Dataset records:
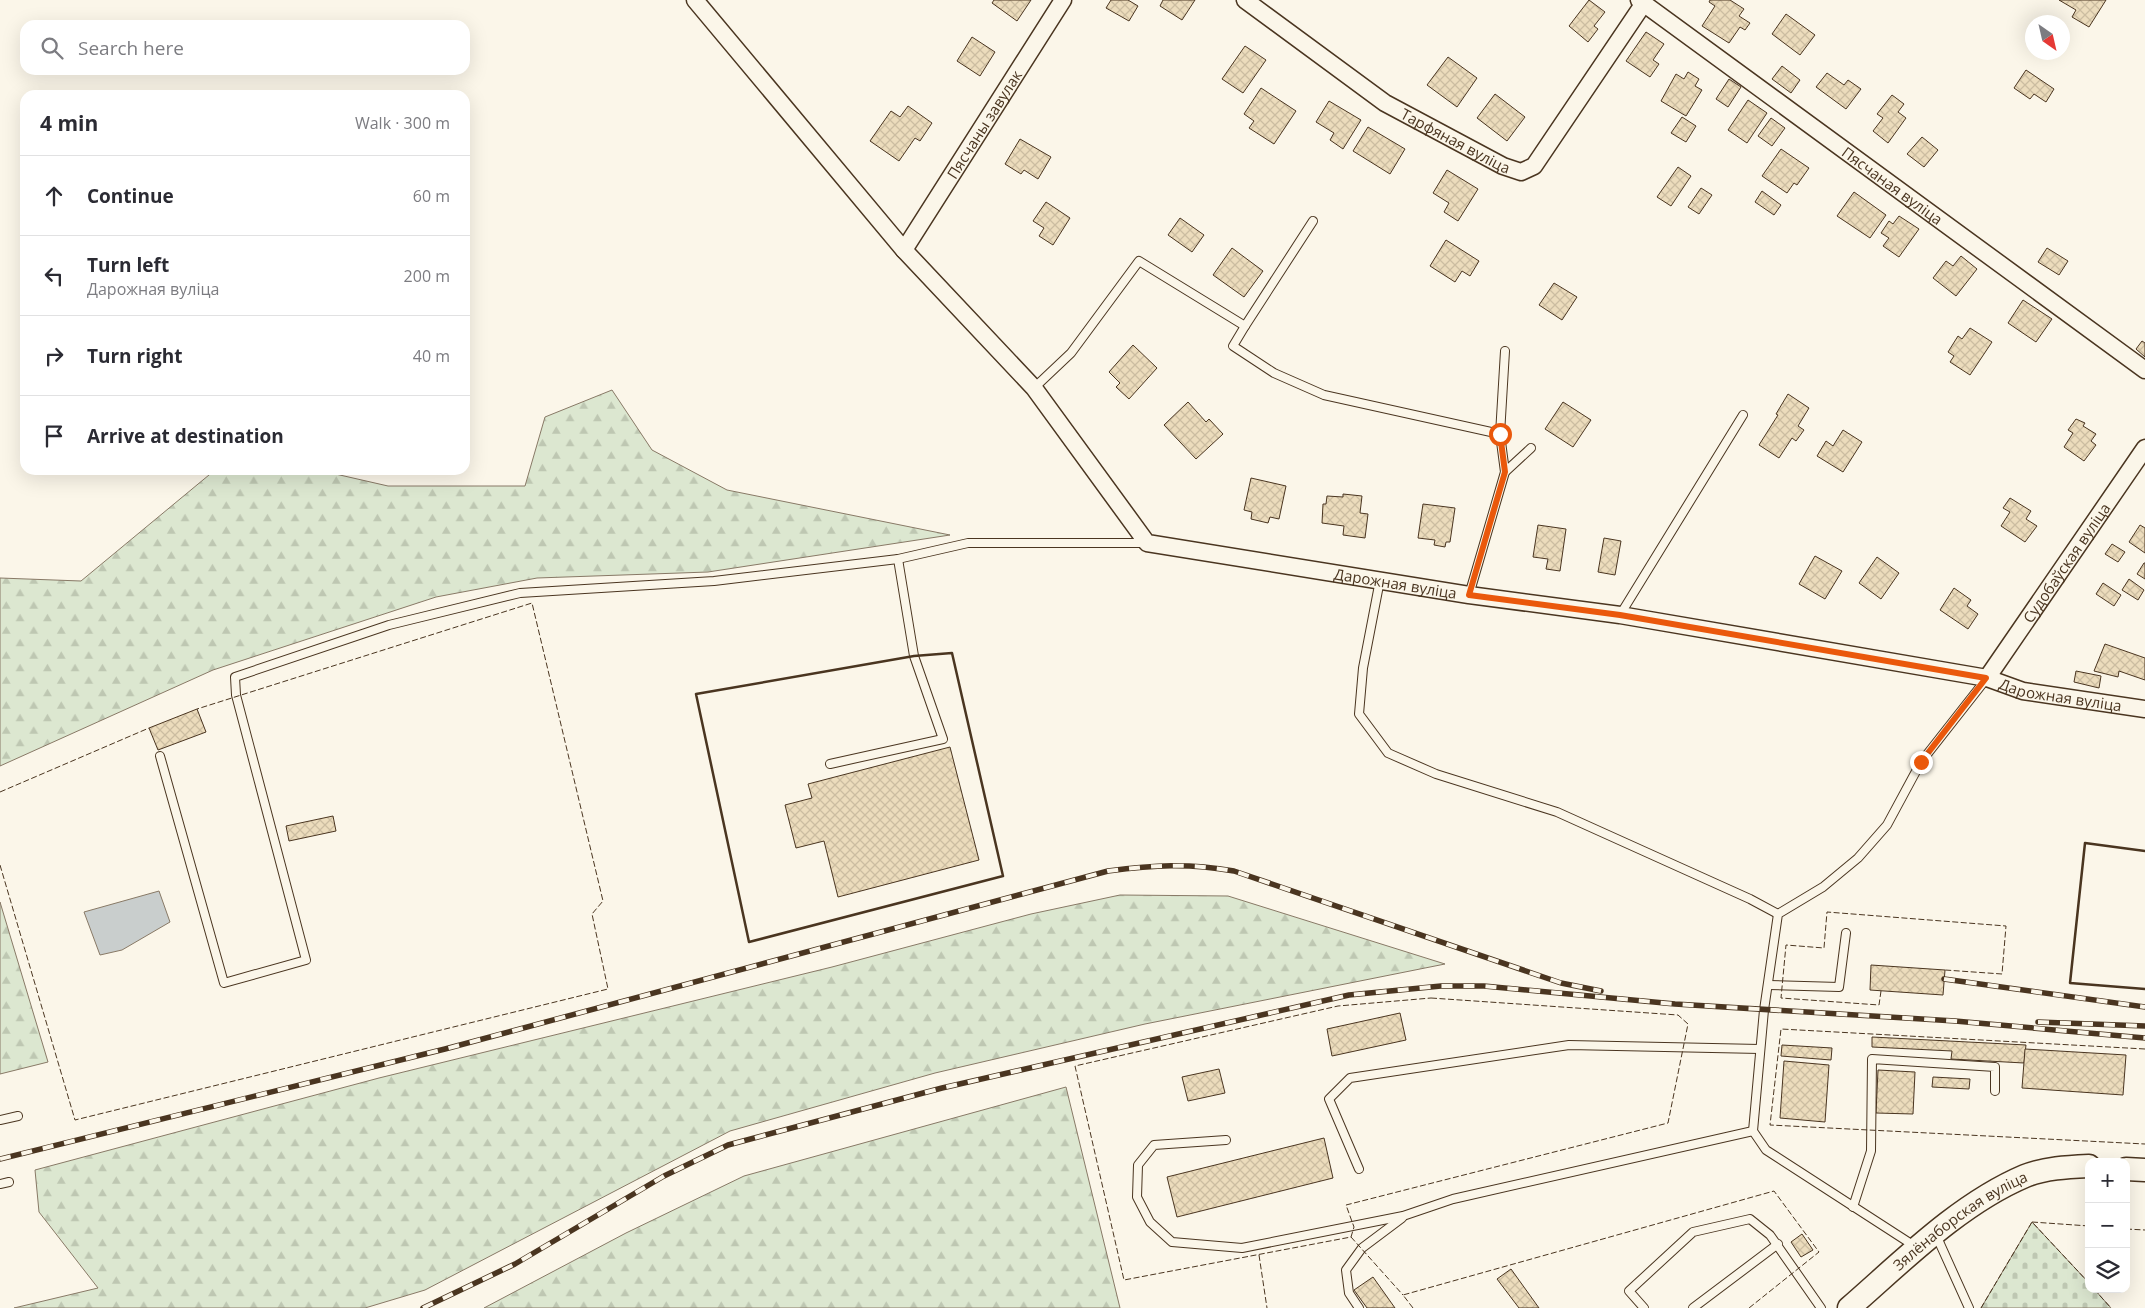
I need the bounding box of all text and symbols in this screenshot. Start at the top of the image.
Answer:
north arrow [2025,15,2070,60]
search box [20,20,470,75]
icon: search [38,34,66,62]
text: Search here [78,35,184,61]
street label: Пясчаны завулак [942,66,1026,182]
street label: Тарфяная вуліца [1398,103,1513,178]
text: 4 min [40,109,98,137]
text: Walk · 300 m [355,112,450,134]
street label: Пясчаная вуліца [1838,142,1947,229]
icon: ahead [40,182,68,210]
text: Continue [87,183,174,209]
text: 60 m [413,185,450,207]
text: Turn left [87,252,169,278]
icon: left [40,262,68,290]
text: 200 m [404,265,450,287]
text: Дарожная вуліца [87,278,219,300]
icon: right [40,342,68,370]
text: Turn right [87,343,182,369]
text: 40 m [413,345,450,367]
icon: arrive [40,422,68,450]
text: Arrive at destination [87,423,284,449]
route start [1489,423,1512,446]
street label: Судобаўская вуліца [2018,499,2114,626]
street label: Дарожная вуліца [1333,563,1458,603]
street label: Дарожная вуліца [1997,673,2123,715]
route end [1910,751,1933,774]
map controls [2085,1158,2130,1293]
button: + [2085,1158,2130,1203]
street label: Зялёнаборская вуліца [1888,1166,2030,1275]
button: − [2085,1203,2130,1248]
button: layers [2085,1248,2130,1293]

WORK TO BE COMPLETED:
Repeat each line of the records exactly, dropping the pictures.

PROBLEM SOLUTION:
I need the bounding box of all text and symbols in this screenshot. Start at the top of the image.
Answer:
north arrow [2025,15,2070,60]
search box [20,20,470,75]
icon: search [38,34,66,62]
text: Search here [78,35,184,61]
street label: Пясчаны завулак [942,66,1026,182]
street label: Тарфяная вуліца [1398,103,1513,178]
text: 4 min [40,109,98,137]
text: Walk · 300 m [355,112,450,134]
street label: Пясчаная вуліца [1838,142,1947,229]
icon: ahead [40,182,68,210]
text: Continue [87,183,174,209]
text: 60 m [413,185,450,207]
text: Turn left [87,252,169,278]
icon: left [40,262,68,290]
text: 200 m [404,265,450,287]
text: Дарожная вуліца [87,278,219,300]
icon: right [40,342,68,370]
text: Turn right [87,343,182,369]
text: 40 m [413,345,450,367]
icon: arrive [40,422,68,450]
text: Arrive at destination [87,423,284,449]
route start [1489,423,1512,446]
street label: Судобаўская вуліца [2018,499,2114,626]
street label: Дарожная вуліца [1333,563,1458,603]
street label: Дарожная вуліца [1997,673,2123,715]
route end [1910,751,1933,774]
map controls [2085,1158,2130,1293]
button: + [2085,1158,2130,1203]
street label: Зялёнаборская вуліца [1888,1166,2030,1275]
button: − [2085,1203,2130,1248]
button: layers [2085,1248,2130,1293]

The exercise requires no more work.